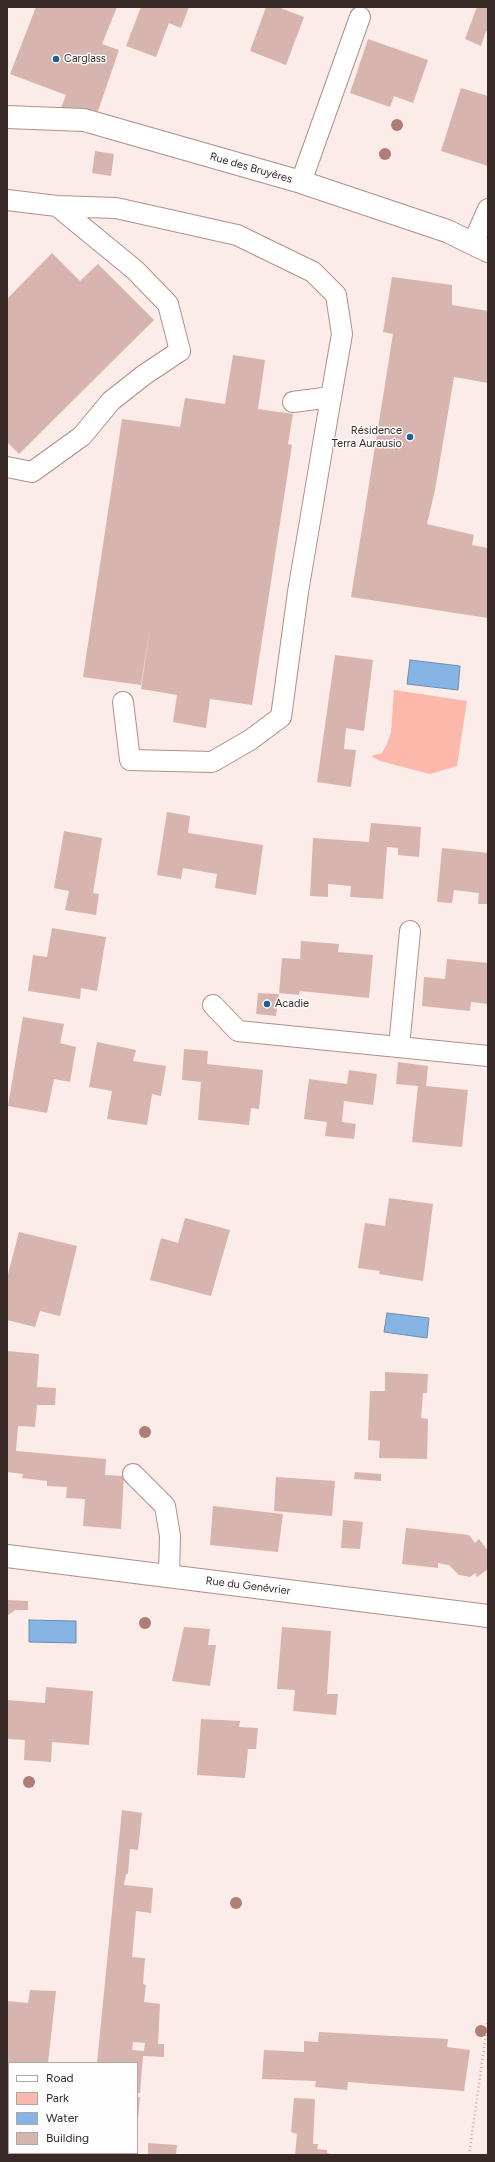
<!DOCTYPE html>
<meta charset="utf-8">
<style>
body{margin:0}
#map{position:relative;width:495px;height:2162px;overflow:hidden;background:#fbece9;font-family:Figtree,sans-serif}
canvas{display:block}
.frame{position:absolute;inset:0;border:8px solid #362926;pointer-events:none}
.legend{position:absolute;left:8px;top:2062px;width:130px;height:92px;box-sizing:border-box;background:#fdfdfd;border:1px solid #ada8a7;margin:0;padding:5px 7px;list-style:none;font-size:12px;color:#362926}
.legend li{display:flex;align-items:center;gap:8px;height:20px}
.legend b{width:20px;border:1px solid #ada8a7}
</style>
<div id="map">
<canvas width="495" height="2162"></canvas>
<div class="frame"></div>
<ul class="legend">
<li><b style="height:5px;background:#fff"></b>Road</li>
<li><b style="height:11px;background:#fcb8ab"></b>Park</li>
<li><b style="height:11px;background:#86b5e5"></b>Water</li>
<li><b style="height:11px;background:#d7b4ad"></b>Building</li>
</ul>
</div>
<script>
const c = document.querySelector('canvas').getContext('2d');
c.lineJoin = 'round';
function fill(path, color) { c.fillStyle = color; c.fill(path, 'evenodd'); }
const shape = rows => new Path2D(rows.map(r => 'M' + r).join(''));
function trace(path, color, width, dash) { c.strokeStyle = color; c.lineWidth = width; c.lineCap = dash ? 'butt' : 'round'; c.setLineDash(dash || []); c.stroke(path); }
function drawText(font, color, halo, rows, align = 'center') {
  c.font = font + ' Figtree,sans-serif'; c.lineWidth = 3; c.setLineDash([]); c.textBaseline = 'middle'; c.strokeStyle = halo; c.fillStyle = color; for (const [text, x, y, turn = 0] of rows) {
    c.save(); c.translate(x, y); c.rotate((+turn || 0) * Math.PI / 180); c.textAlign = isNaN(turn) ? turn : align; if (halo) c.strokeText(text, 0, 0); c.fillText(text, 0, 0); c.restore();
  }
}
fill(shape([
 [394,690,467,701,457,766,430,774,380,761,371,756,382,753,387,744,391,732]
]), '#fcb8ab');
const water = shape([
 [410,660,460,666,458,690,407,684,410,660],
 [387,1313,429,1318,427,1338,384,1332,387,1313],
 [29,1620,76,1621,76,1643,29,1642,29,1620]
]);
fill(water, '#86b5e5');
trace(water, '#6e8bac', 1);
fill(shape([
 [36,7,117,7,102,44,119,50,98,111,61,108,66,95,10,74],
 [141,7,189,7,181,28,169,23,156,57,126,46],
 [266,7,278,7,304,17,286,65,250,51],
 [477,7,488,7,488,31,486,31,481,46,465,39],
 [368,39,428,60,413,103,394,96,390,107,350,93],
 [461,88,488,96,488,166,441,151],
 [95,151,114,154,111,176,92,173],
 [52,253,80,281,98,264,154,320,19,454,7,442,7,299],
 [392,277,452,285,452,305,488,311,488,383,454,377,435,490,427,524,474,535,472,545,488,548,488,618,351,597,393,334,383,332],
 [233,355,265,360,258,409,293,414,288,444,292,445,252,705,210,699,206,728,173,722,177,695,141,689,151,621,141,685,83,677,122,419,180,427,185,398,225,404],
 [335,655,373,660,364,731,346,728,344,749,356,750,351,787,317,782],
 [167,812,190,816,188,833,263,845,256,895,215,888,217,874,183,868,181,879,157,875],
 [371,823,421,827,419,857,398,855,398,848,387,847,383,899,350,897,351,886,328,884,328,897,310,896,313,838,369,842],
 [64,831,102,838,93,893,99,894,96,915,65,910,69,891,54,888],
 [442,848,488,853,488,904,478,904,479,893,454,890,452,903,437,902],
 [52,928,106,937,97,991,81,988,80,999,28,991,33,955,47,957],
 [301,941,339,944,338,952,373,955,369,998,300,991,299,995,279,993,282,958,300,959],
 [447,959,488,963,488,1004,471,1002,470,1011,422,1006,424,977,445,979],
 [258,993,279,994,276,1016,256,1014],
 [23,1017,64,1024,60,1043,76,1047,70,1082,54,1079,47,1113,8,1106],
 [97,1042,136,1050,133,1061,166,1066,161,1096,152,1094,147,1125,107,1119,112,1091,89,1087],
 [184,1049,208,1051,207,1064,263,1070,259,1109,251,1108,249,1125,198,1120,201,1082,182,1080],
 [398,1062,428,1066,426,1086,468,1090,462,1147,412,1142,418,1086,396,1084],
 [349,1070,377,1074,373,1105,344,1101,342,1122,356,1124,354,1139,325,1136,327,1122,304,1119,309,1079,347,1084],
 [389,1198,433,1204,423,1281,379,1274,380,1271,358,1268,365,1223,385,1226],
 [185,1218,230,1230,211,1296,150,1280,161,1238,178,1243],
 [19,1232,77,1246,60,1316,40,1311,35,1327,7,1320,7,1278],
 [7,1351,39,1354,37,1387,56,1388,55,1405,37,1405,35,1427,18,1426,16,1451,106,1459,105,1475,124,1476,121,1529,83,1526,85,1499,66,1498,67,1487,47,1486,47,1481,22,1478,23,1474,7,1472],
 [385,1372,428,1374,427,1393,423,1393,421,1418,428,1419,427,1459,379,1458,380,1441,368,1440,370,1391,385,1391],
 [355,1472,381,1474,381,1481,354,1479],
 [276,1477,335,1481,332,1516,274,1511],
 [213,1506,283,1514,278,1552,210,1545],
 [343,1520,363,1522,360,1549,341,1548],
 [406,1528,469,1535,475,1543,479,1539,488,1551,488,1569,477,1577,475,1573,470,1577,459,1575,449,1565,438,1563,438,1568,402,1564],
 [7,1600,28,1601,28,1610,15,1610,7,1616],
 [184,1627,210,1629,208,1645,216,1645,210,1686,172,1681],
 [282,1627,331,1631,327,1694,338,1694,336,1715,293,1711,295,1690,277,1689],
 [46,1687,93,1691,89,1745,52,1742,51,1762,24,1760,25,1740,7,1739,8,1700,45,1703],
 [201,1719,240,1721,239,1727,258,1728,256,1749,248,1749,245,1778,197,1775],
 [122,1810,142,1813,138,1850,130,1849,128,1874,126,1874,124,1885,153,1888,151,1913,136,1911,132,1957,145,1958,143,1984,146,1985,144,2002,160,2004,158,2044,164,2044,164,2057,143,2056,140,2093,137,2093,137,2063,97,2063],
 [133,2042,145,2043,144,2051,132,2050],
 [30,1990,56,1991,48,2063,9,2063,9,2068,7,2068,7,2001,28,2003],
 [319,2032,448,2039,447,2047,470,2050,464,2091,348,2082,347,2090,315,2087,316,2081,262,2079,264,2050,304,2052,304,2041,318,2042],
 [137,2097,140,2097,138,2119,137,2118],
 [294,2098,315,2099,313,2144,318,2144,317,2149,327,2150,327,2153,336,2155,295,2155,297,2134,291,2132],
 [148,2143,177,2145,176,2155,148,2155],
 [99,2153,119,2153,118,2155]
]), '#d7b4ad');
const service = shape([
 [301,182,360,17],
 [7,200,57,206,135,270,168,304,180,351,144,375,111,401,82,436,32,472,7,467],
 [57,206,116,208,237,235,313,272,336,295,342,334,331,397,293,402],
 [473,243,488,209],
 [123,702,130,760,212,762,250,740,281,717,298,592,331,397],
 [213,1005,238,1031,488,1056],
 [399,1047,410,931],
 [133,1474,165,1506,170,1536,169,1576]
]);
const minor = shape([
 [7,117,84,120,301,182,447,231,488,251],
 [7,1556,488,1616]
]);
trace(service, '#b08f88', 22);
trace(minor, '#b08f88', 24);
trace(shape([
 [469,2155,488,2020]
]), '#bfb0ad', 2.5, [1, 3]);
trace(service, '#fff', 20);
trace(minor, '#fff', 22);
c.fillStyle = '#b07d76';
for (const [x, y] of [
 [397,125],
 [385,154],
 [145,1432],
 [145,1623],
 [29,1782],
 [236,1903],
 [481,2031]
]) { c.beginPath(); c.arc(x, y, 6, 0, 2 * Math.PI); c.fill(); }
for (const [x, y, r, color] of [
 [56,59,4,"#225d94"],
 [410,437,4,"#225d94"],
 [267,1004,4,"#225d94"]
]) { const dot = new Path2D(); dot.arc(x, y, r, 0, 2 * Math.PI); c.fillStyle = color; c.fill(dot); trace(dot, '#fdfdfd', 1.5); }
drawText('11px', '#362926', '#fdfdfd', [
 ["Carglass",64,59],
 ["Résidence",402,431,"right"],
 ["Terra Aurausio",402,444,"right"],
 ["Acadie",275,1004]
], 'left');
drawText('11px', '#362926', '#fdfdfd', [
 ["Rue des Bruyères",251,168,16],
 ["Rue du Genévrier",248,1586,7]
]);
</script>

▸ **Work instruction**
Above are the records; copy exactly the lines from the line with "function trace(path, color, width, dash)" through the line with "[29,1620,76,1621,76,1643,29,1642,29,1620]", both included.

▸ **Exercise answer**
function trace(path, color, width, dash) { c.strokeStyle = color; c.lineWidth = width; c.lineCap = dash ? 'butt' : 'round'; c.setLineDash(dash || []); c.stroke(path); }
function drawText(font, color, halo, rows, align = 'center') {
  c.font = font + ' Figtree,sans-serif'; c.lineWidth = 3; c.setLineDash([]); c.textBaseline = 'middle'; c.strokeStyle = halo; c.fillStyle = color; for (const [text, x, y, turn = 0] of rows) {
    c.save(); c.translate(x, y); c.rotate((+turn || 0) * Math.PI / 180); c.textAlign = isNaN(turn) ? turn : align; if (halo) c.strokeText(text, 0, 0); c.fillText(text, 0, 0); c.restore();
  }
}
fill(shape([
 [394,690,467,701,457,766,430,774,380,761,371,756,382,753,387,744,391,732]
]), '#fcb8ab');
const water = shape([
 [410,660,460,666,458,690,407,684,410,660],
 [387,1313,429,1318,427,1338,384,1332,387,1313],
 [29,1620,76,1621,76,1643,29,1642,29,1620]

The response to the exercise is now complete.